What tool set are you getting? I just ordered a sorbe last night, it is the one with the changeable cutting heads. I have a round HSS that comes with it and a high carbon tungston square cutter. They say these are the bomb. 
I have some HSS chisels now but they need constant sharpening.


----------



## live4ever (Feb 27, 2010)

*RussellAP*
I'd be interested to hear what you think of the Sorby Turnmaster. I got it amongst many other tools (including some EWT) thinking I'd sell off what I don't like/need. I have mixed feelings on the Sorby. It's certainly more flexible than the EWT, but the design of the removable head seems like it could be better.

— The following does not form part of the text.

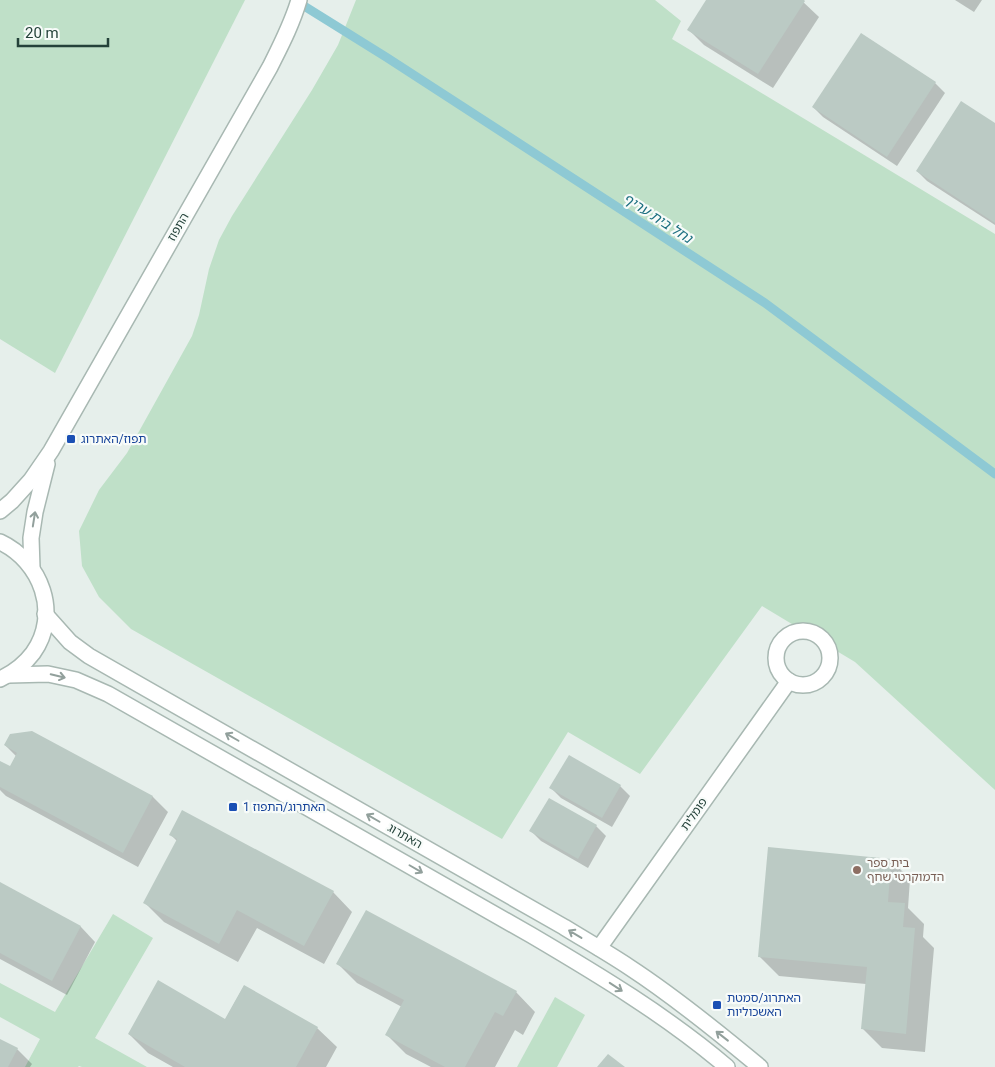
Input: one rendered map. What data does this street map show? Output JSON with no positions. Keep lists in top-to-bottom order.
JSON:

Still figuring out if I like it enough to keep it.


----------



## scrollingmom (Aug 27, 2011)

I think your a goner, your hooked. As long as you like it thats all that matters. Can't wait to see what you turn.


----------



## helluvawreck (Jul 21, 2010)

Actually, when it comes to woodworking I don't have the slightest clue as to what I'm doing or where I'm going. That is God's honest truth. I really do wish I did.

helluvawreck aka Charles
http://woodworkingexpo.wordpress.com


----------



## HorizontalMike (Jun 3, 2010)

Yee Haw Charles! Welcome to the turning money hole! Geez, I am only less than a month ahead of you in taking the plunge, but have already discovered that MY estimated $329.00 lathe purchase ended up THUS FAR at a tad under $1,700.00 counting chuck, tools, ends, etc. "OUCH" for sure, but believe it or not, my Harley repair compensation paid for it all (me doing the repair),... PLUS I finished the Harley repair earlier this week AND I AM BACK ON THE ROAD AGAIN! Think Willie Nelson as I tool on down the row..oh..road again… *;-)*

Honestly, I have turned just three pieces of wood into sawdust, trying to learn how to learn each of the tools and how to use them. My only advice is to buy EXTRA pairs of underwear… several! Geez these 'catches' are scaring the hell out of me, but I do understand that I can learn from this. Not trying to do anything crazy, but wow…


----------



## helluvawreck (Jul 21, 2010)

Mike, I have always taken note of you and I like you a lots and I have spoken to my wife about buying a Harley - I've always wanted one. She doesn't understand these things. However, I know that if I do so I will probably be dead within a week. Maybe a fishing boat might be more in order but maybe not.

helluvawreck aka Charles
http://woodworkingexpo.wordpress.com


----------



## HorizontalMike (Jun 3, 2010)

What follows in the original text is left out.